TASK STATEMENT:
Your reply should hold only the lines from the records below where "roads" occurs.

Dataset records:

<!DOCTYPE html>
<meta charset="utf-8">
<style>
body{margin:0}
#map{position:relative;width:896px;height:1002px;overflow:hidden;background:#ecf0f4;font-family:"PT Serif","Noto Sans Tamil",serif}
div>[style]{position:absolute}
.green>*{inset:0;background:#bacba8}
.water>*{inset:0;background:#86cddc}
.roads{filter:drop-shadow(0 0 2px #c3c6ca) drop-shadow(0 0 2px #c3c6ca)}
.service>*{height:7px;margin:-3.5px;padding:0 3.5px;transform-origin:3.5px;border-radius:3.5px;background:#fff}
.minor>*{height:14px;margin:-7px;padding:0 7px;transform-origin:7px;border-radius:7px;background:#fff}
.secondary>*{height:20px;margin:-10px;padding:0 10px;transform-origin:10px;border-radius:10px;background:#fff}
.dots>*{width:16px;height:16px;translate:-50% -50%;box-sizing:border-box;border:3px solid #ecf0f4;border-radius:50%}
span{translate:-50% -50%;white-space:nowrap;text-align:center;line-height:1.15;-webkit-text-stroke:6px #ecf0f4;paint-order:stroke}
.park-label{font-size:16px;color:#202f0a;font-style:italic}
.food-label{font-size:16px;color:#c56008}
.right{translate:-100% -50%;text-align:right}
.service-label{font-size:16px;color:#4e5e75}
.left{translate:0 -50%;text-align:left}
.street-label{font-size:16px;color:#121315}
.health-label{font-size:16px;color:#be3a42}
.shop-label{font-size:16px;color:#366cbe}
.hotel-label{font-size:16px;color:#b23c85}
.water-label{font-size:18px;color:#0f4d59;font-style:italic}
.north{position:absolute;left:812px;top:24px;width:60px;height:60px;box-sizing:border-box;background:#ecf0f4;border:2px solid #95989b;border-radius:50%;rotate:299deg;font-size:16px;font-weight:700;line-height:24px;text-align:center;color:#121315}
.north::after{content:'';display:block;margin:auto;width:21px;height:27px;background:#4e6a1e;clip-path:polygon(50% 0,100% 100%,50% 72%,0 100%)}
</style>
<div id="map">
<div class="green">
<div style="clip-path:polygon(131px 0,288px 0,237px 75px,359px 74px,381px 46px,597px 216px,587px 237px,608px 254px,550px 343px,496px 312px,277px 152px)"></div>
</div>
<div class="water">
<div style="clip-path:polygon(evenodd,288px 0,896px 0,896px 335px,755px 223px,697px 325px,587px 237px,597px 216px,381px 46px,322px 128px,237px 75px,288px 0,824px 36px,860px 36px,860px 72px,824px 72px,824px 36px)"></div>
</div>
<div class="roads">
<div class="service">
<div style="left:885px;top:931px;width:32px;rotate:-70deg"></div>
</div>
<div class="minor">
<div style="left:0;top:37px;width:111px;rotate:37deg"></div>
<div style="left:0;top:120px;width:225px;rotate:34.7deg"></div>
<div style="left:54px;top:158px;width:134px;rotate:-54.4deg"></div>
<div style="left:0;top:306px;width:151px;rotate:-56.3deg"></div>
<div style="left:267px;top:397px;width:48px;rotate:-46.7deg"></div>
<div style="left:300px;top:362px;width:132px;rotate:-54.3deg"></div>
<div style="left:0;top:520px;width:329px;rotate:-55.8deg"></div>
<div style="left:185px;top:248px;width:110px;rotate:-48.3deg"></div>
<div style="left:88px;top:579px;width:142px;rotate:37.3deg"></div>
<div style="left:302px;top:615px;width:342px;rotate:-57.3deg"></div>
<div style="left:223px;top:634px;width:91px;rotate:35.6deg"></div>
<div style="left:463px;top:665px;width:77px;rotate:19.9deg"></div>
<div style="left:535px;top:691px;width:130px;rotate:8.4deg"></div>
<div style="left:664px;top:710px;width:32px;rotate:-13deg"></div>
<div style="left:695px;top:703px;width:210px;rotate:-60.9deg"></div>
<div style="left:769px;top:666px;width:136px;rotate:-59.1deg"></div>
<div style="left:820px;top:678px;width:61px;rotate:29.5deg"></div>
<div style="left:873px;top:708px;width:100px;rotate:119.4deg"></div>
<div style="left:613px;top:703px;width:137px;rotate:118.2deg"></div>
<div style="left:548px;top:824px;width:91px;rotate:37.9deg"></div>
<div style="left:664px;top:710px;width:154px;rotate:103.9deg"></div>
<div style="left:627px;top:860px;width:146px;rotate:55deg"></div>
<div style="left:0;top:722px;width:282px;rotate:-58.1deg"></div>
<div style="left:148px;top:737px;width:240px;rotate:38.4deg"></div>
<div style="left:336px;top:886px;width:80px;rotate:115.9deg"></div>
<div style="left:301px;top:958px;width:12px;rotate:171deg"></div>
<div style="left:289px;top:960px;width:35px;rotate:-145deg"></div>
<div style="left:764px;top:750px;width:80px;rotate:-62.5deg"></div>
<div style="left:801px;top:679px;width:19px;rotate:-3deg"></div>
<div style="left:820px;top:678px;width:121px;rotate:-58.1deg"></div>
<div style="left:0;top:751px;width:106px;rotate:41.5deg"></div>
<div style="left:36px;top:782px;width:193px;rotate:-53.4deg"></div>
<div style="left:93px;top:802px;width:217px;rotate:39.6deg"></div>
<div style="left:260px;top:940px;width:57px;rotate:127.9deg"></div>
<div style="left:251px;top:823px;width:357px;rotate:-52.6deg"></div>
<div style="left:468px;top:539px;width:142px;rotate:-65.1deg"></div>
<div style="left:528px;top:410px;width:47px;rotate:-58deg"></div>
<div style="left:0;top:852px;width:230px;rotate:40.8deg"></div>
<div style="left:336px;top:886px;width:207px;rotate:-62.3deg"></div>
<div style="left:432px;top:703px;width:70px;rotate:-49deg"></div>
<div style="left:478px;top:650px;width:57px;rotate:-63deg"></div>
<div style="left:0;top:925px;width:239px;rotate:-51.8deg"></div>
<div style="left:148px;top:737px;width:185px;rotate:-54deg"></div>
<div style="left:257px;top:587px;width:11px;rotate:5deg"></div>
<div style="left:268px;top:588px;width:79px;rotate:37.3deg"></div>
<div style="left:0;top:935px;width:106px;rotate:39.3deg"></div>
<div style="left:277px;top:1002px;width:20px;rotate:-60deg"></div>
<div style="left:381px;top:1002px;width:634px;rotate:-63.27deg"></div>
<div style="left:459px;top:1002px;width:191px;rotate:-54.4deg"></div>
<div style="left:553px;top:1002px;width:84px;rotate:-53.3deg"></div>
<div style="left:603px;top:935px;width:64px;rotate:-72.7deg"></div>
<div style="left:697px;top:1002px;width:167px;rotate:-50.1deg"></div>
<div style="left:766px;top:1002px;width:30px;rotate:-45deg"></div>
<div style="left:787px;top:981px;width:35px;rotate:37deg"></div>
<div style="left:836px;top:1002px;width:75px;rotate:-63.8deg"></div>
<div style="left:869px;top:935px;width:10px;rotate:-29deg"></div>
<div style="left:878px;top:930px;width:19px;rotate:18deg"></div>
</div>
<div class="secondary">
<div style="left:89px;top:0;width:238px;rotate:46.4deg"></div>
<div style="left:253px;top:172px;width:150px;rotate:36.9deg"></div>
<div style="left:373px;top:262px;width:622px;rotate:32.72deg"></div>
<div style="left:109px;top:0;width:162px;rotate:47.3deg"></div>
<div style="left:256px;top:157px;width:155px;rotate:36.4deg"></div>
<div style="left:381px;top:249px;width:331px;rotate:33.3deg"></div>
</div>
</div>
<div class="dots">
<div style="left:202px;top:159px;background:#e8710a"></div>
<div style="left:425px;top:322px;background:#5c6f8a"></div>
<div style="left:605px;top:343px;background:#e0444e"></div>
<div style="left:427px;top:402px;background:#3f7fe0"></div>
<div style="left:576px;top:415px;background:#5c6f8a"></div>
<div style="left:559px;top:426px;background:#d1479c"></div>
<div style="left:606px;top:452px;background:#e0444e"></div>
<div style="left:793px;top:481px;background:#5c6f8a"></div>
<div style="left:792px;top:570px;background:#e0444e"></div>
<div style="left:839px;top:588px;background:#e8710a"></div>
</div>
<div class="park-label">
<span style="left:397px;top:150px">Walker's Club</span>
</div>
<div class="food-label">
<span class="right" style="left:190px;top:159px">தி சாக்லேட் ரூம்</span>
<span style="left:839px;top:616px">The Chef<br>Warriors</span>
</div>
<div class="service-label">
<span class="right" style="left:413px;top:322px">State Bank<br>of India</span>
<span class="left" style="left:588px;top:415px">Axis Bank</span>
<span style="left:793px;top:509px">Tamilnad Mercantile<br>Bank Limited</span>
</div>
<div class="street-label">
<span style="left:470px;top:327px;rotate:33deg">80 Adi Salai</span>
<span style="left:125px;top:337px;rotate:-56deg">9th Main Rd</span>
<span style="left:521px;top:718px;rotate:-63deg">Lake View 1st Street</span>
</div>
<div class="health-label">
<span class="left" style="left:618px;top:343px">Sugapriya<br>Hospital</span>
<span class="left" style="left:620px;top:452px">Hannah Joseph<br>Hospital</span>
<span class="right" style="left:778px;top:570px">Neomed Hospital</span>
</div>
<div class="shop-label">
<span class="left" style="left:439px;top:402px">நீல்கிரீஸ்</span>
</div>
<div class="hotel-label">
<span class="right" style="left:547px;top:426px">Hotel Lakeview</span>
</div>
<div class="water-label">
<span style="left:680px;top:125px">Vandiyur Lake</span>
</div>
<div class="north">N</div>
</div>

YOUR RESPONSE:
.roads{filter:drop-shadow(0 0 2px #c3c6ca) drop-shadow(0 0 2px #c3c6ca)}
<div class="roads">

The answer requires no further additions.